▶ [Directions]: Of all the lines in the entries below, give again exactly those starting at the line containing "M512,1502L522,1515L516,1520L505,1507Z" and ending at the line containing "M534,1646L588,1710L576,1720L554,1692L542,1702L511,1665Z", both ends included, and no others.

▶ [Input records]:
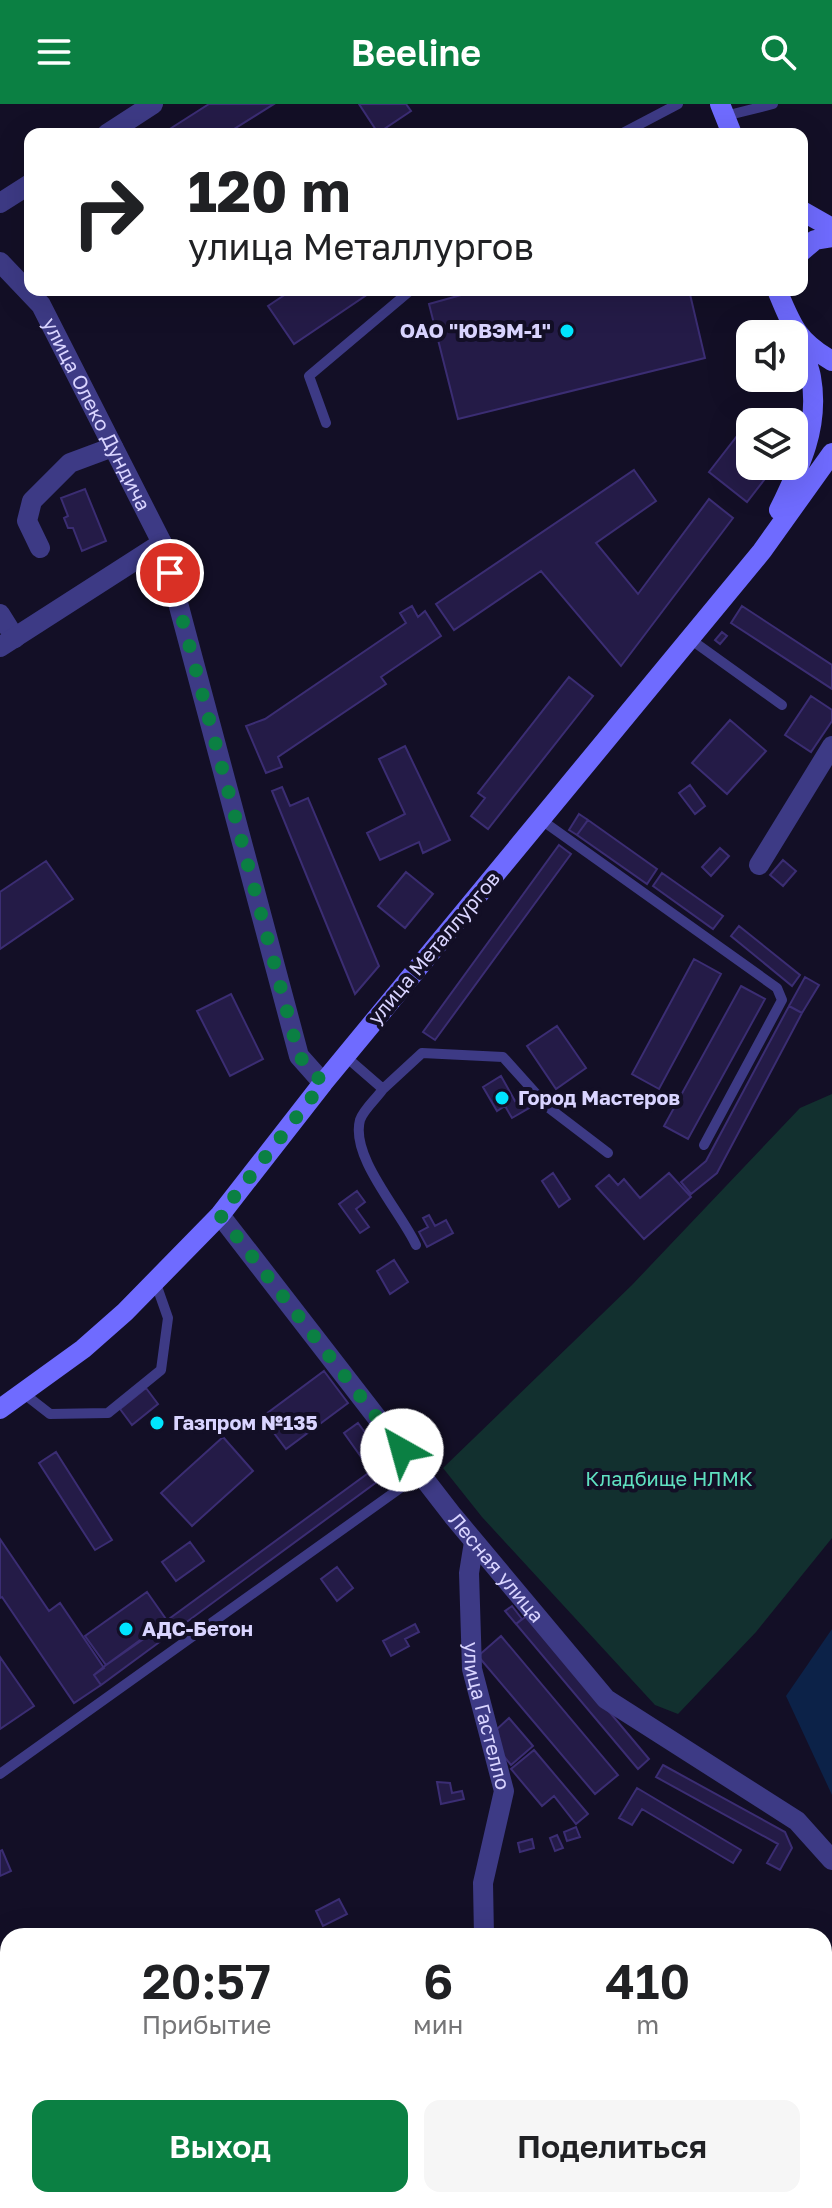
<!DOCTYPE html>
<html lang="ru">
<head>
<meta charset="utf-8">
<style>
	:root { --surface:#fff; --page:#f6f6f6; --text:#202124; --muted:#757577; --accent:#0b8043 }
	body { margin:0; font-family:"Golos Text",sans-serif; background:var(--page); color:var(--text); height:100vh; display:flex; flex-direction:column; font-size:30px; white-space:nowrap }
	* { box-sizing:border-box; margin:0 }
	p { font-size:26px; color:var(--muted) }
	.icon { flex:none; width:44px; height:44px; fill:none; stroke:currentColor; stroke-width:2; stroke-linecap:round; stroke-linejoin:round }
	.map { position:relative; flex:1; overflow:hidden }
	.details { position:absolute; left:0px; top:1824px; width:832px; height:280px; display:flex; flex-direction:column; background:var(--surface); border-radius:24px 24px 0 0; box-shadow:0 8px 32px #0002 }
	.details>* { flex:none }
	.top-card { position:absolute; left:24px; top:24px; width:784px; height:168px; border-radius:16px; box-shadow:0 8px 32px #0002; background:#fff; color:var(--text); overflow:hidden }
	.fabs { position:absolute; left:736px; top:216px; display:grid; gap:16px }
	.fabs a { display:grid; place-items:center; width:72px; height:72px; border-radius:16px; background:var(--surface); box-shadow:0 8px 32px #0002; font-size:40px }
	.pin { position:absolute; display:grid; place-items:center; width:68px; height:68px; color:#fff; margin:-34px; border:4px solid #fff; border-radius:50%; box-shadow:0 2px 8px #0007 }
	.me { position:absolute; width:88px; margin:-44px; rotate:322deg; stroke-linejoin:round; filter:drop-shadow(0 0 6px #0008) }
	.turn { display:flex; align-items:center; gap:28px; height:168px; padding:0 32px; font-size:36px }
	.turn .icon { width:104px; height:104px; stroke-width:2.5 }
	.turn b { display:block; font-size:56px; line-height:68px }
	.eta { display:flex; justify-content:space-evenly; align-items:center; height:136px; text-align:center }
	.eta b { font-size:48px; font-weight:600; line-height:56px }
	.cta { display:flex; gap:16px; margin-top:auto; padding:16px 32px }
	.cta a { flex:1; height:92px; border-radius:16px; background:var(--accent); color:#fff; font-size:32px; font-weight:600; line-height:92px; text-align:center }
	.cta a+a { background:var(--page); color:var(--text) }
	header { display:flex; justify-content:space-between; align-items:center; height:104px; padding:0 32px; background:var(--accent); color:#fff; font-size:36px; font-weight:600 }
	.map>svg:first-child { display:block }
</style>
</head>
<body>
<header><svg class="icon" aria-label="menu" viewBox="0 0 24 24"><path d="M4 6h16M4 12h16M4 18h16"/></svg>Beeline<svg class="icon" aria-label="search" viewBox="0 0 24 24"><circle cx="10" cy="10" r="6"/><path d="M15 15l6 6"/></svg></header>
<div class="map">
<svg width="832" height="2104" viewBox="0 0 832 2104">
	<rect width="100%" height="100%" fill="#130f26"/>
	<path fill="#12302f" d="M832,990V1434L756,1528L678,1610L655,1601L482,1413L443,1364L632,1181L800,1004Z"/>
	<path fill="#0c2248" d="M832,1525V1691L786,1592Z"/>
	<path fill="#241b47" stroke="#3b2d73" stroke-width="2" d="M209,0H274L226,30H162Z
		M359,0H406L411,7L378,29Z
		M292,186H374L294,240L268,202Z
		M479,186H689L705,254L458,315L429,200Z
		M755,309L767,318H750V362H775L747,398L709,368Z
		M634,366L656,397L596,439L638,490L709,395L733,414L621,562L541,467L454,526L436,500Z
		M85,385L106,437L82,447L73,424H68L64,414L68,412L61,394Z
		M412,502L418,513L425,507L441,532L381,573L386,580L278,653L282,663L266,669L246,622L265,615L406,519L400,509Z
		M742,502L832,561V585L731,519Z
		M722,528L727,532L720,540L715,536Z
		M569,573L593,592L488,725L471,712L485,694L478,689Z
		M811,592L832,606V617L811,648L785,631Z
		M730,616L766,647L727,690L692,659Z
		M405,642L450,736L423,749L419,738L380,756L367,729L405,710L379,655Z
		M690,681L705,702L695,710L679,689Z
		M282,683L290,702L308,694L379,862L355,890L272,687Z
		M579,710L588,716L577,731L569,726Z
		M588,716L657,765L647,780L577,731Z
		M559,741L571,750L435,936L423,928Z
		M720,744L729,752L711,772L702,763Z
		M783,756L796,767L783,782L770,771Z
		M46,757L73,795L0,845V788Z
		M406,768L433,790L405,824L378,802Z
		M662,769L723,812L713,825L653,782Z
		M739,822L800,871L792,882L731,832Z
		M694,855L721,870L659,985L632,970Z
		M805,873L819,881L802,909L789,902Z
		M741,882L765,895L688,1035L664,1022Z
		M231,890L263,955L230,972L197,907Z
		M789,902L802,909L717,1069L691,1090L681,1078L706,1057Z
		M557,922L586,964L556,985L527,942Z
		M501,972L515,997L523,992L529,1004L512,1014L505,1002L497,1007L483,983Z
		M553,1069L570,1095L559,1103L542,1077Z
		M669,1069L691,1093L644,1135L596,1082L609,1071L618,1081L624,1075L640,1094Z
		M357,1087L365,1098L356,1105L369,1123L360,1129L339,1100Z
		M429,1111L435,1122L446,1116L453,1129L427,1143L419,1128L428,1123L423,1114Z
		M394,1156L408,1178L390,1190L377,1167Z
		M324,1267L348,1299L286,1345L262,1313Z
		M146,1284L158,1300L132,1321L120,1305Z
		M358,1319L393,1366L101,1581L94,1571L106,1561L371,1367L344,1329Z
		M223,1333L253,1367L192,1422L161,1389Z
		M56,1348L112,1436L95,1446L39,1359Z
		M0,1435L49,1507L60,1499L104,1564L94,1571L101,1581L74,1599L2,1493L0,1494Z
		M190,1438L204,1457L176,1477L162,1458Z
		M337,1463L353,1484L337,1497L321,1475Z
		M147,1488L168,1518L106,1561L85,1532Z
		M512,1502L522,1515L516,1520L505,1507Z
		M528,1511L649,1655L638,1665L516,1520Z
		M415,1520L419,1528L405,1535L409,1542L391,1552L383,1537Z
		M501,1532L618,1671L595,1690L478,1552Z
		M0,1553L34,1602L0,1625Z
		M509,1614L533,1642L511,1661L502,1650L497,1625Z
		M534,1646L588,1710L576,1720L554,1692L542,1702L511,1665Z
		M663,1661L785,1728L792,1744L780,1766L767,1759L778,1740L656,1673Z
		M437,1678L450,1679L452,1689L462,1687L464,1695L441,1700Z
		M637,1684L741,1746L733,1759L642,1705L632,1721L619,1714Z
		M576,1723L580,1733L567,1737L564,1728Z
		M557,1731L563,1744L555,1747L550,1734Z
		M532,1735L534,1744L520,1748L518,1739Z
		M2,1746L11,1767L0,1772V1747Z
		M339,1795L347,1810L323,1822L316,1807Z
		M198,2096H223V2104H199Z"/>
	<g fill="none" stroke-linecap="round" stroke-linejoin="round">
		<path stroke="#3d3a85" stroke-width="10" d="M725,12L773,0
			M621,30L678,0
			M326,319L309,272L411,186
			M690,535L782,601
			M540,715L777,884L782,896L704,1041
			M345,952L383,985L422,949L503,953L549,1004L608,1049
			M383,985C377,994 363,1006 360,1016C350,1053 401,1108 416,1141
			M23,1289L50,1310L108,1309L161,1266L168,1214L155,1177
			M0,1670L420,1370
			M824,2090L832,2072
			M818,2104L821,2096"/>
		<g stroke="#3d3a85" stroke-width="20">
			<path d="M107,30L153,0"/>
			<path d="M0,99L30,80"/>
			<path id="s1" d="M0,158L41,201L162,439L299,952L323,979"/>
			<path d="M40,444L27,417L32,397L70,359L113,343"/>
			<path d="M0,510L15,534"/>
			<path d="M0,543L162,439"/>
			<path d="M759,761L832,642"/>
			<path id="s2" d="M220,1111L453,1412L606,1595L797,1717L832,1756"/>
			<path id="s3" d="M474,1438L469,1469L472,1565L504,1687L483,1779L484,1832"/>
			<path d="M462,2104L463,2096"/>
		</g>
		<path stroke="#6f6bff" stroke-width="20" d="M720,0L732,30
			M802,107L832,124
			M802,147L815,136L832,133
			M777,186C792,222 797,237 832,257
			M779,406C800,363 820,322 811,273C808,257 799,240 793,225
			M0,1305L83,1245L125,1208L220,1111L323,979L762,447L832,349"/>
	</g>
	<g fill="none" stroke-linecap="round" stroke-linejoin="round">
		<path stroke="#0b8043" stroke-width="14" stroke-dasharray="0 25.2" d="M170,469L299,952L323,979L220,1111L402,1346"/>
	</g>
	<g fill="#00e5ff" stroke="#130f26" stroke-width="3">
		<circle cx="567" cy="227" r="8"/>
		<circle cx="502" cy="994" r="8"/>
		<circle cx="157" cy="1319" r="8"/>
		<circle cx="126" cy="1525" r="8"/>
	</g>
	<g text-anchor="middle" stroke-width="8" stroke-linejoin="round" paint-order="stroke">
		<g font-size="20" font-weight="bold" fill="#d9d4ff" stroke="#130f26" text-anchor="start">
			<text x="551" y="234" text-anchor="end">ОАО "ЮВЭМ-1"</text>
			<text x="518" y="1001">Город Мастеров</text>
			<text x="173" y="1326">Газпром №135</text>
			<text x="142" y="1532">АДС-Бетон</text>
		</g>
		<g font-size="20" fill="#d9d4ff" stroke="#130f26">
			<text dy="7" stroke="none"><textPath href="#s1" startOffset="182">улица Олеко Дундича</textPath></text>
			<text transform="translate(434 844) rotate(-50)" y="7">улица Металлургов</text>
			<text dy="7" stroke="none"><textPath href="#s2" startOffset="448">Лесная улица</textPath></text>
			<text dy="7" stroke="none"><textPath href="#s3" startOffset="176">улица Гастелло</textPath></text>
		</g>
		<g font-size="20" fill="#5fe0c0" stroke="#130f26">
			<text x="669" y="1382">Кладбище НЛМК</text>
		</g>
	</g>
</svg>
<div class="fabs">
<a><svg class="icon" aria-label="sound" viewBox="0 0 24 24"><path d="M4 9h4l5-4v14l-5-4H4zM17 9q2 3 0 6"/></svg></a>
<a><svg class="icon" aria-label="layers" viewBox="0 0 24 24"><path d="M12 4l9 5-9 5-9-5zM3 14l9 5 9-5"/></svg></a>
</div>
<div class="pin" style="left:170px;top:469px;background:#d93025"><svg class="icon" aria-label="arrive" viewBox="0 0 24 24"><path d="M6 21V4h12l-3 4 3 4H6"/></svg></div>
<svg class="me" style="left:402px;top:1346px" viewBox="-20 -20 40 40"><circle r="19" fill="#fff"/><path d="M0-13L10 11 0 6-10 11z" fill="#0b8043"/></svg>
<div class="top-card">
<div class="turn"><svg class="icon" aria-label="right" viewBox="0 0 24 24"><path d="M7 20v-9h11M14 6l5 5-5 5"/></svg><div><b>120 m</b>улица Металлургов</div></div>
</div>
<section class="details">
<div class="eta">
<div><b>20:57</b><p>Прибытие</p></div>
<div><b>6</b><p>мин</p></div>
<div><b>410</b><p>m</p></div>
</div>
<div class="cta"><a>Выход</a><a>Поделиться</a></div>
</section>
</div>
</body>
</html>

▶ [Result below]:
		M512,1502L522,1515L516,1520L505,1507Z
		M528,1511L649,1655L638,1665L516,1520Z
		M415,1520L419,1528L405,1535L409,1542L391,1552L383,1537Z
		M501,1532L618,1671L595,1690L478,1552Z
		M0,1553L34,1602L0,1625Z
		M509,1614L533,1642L511,1661L502,1650L497,1625Z
		M534,1646L588,1710L576,1720L554,1692L542,1702L511,1665Z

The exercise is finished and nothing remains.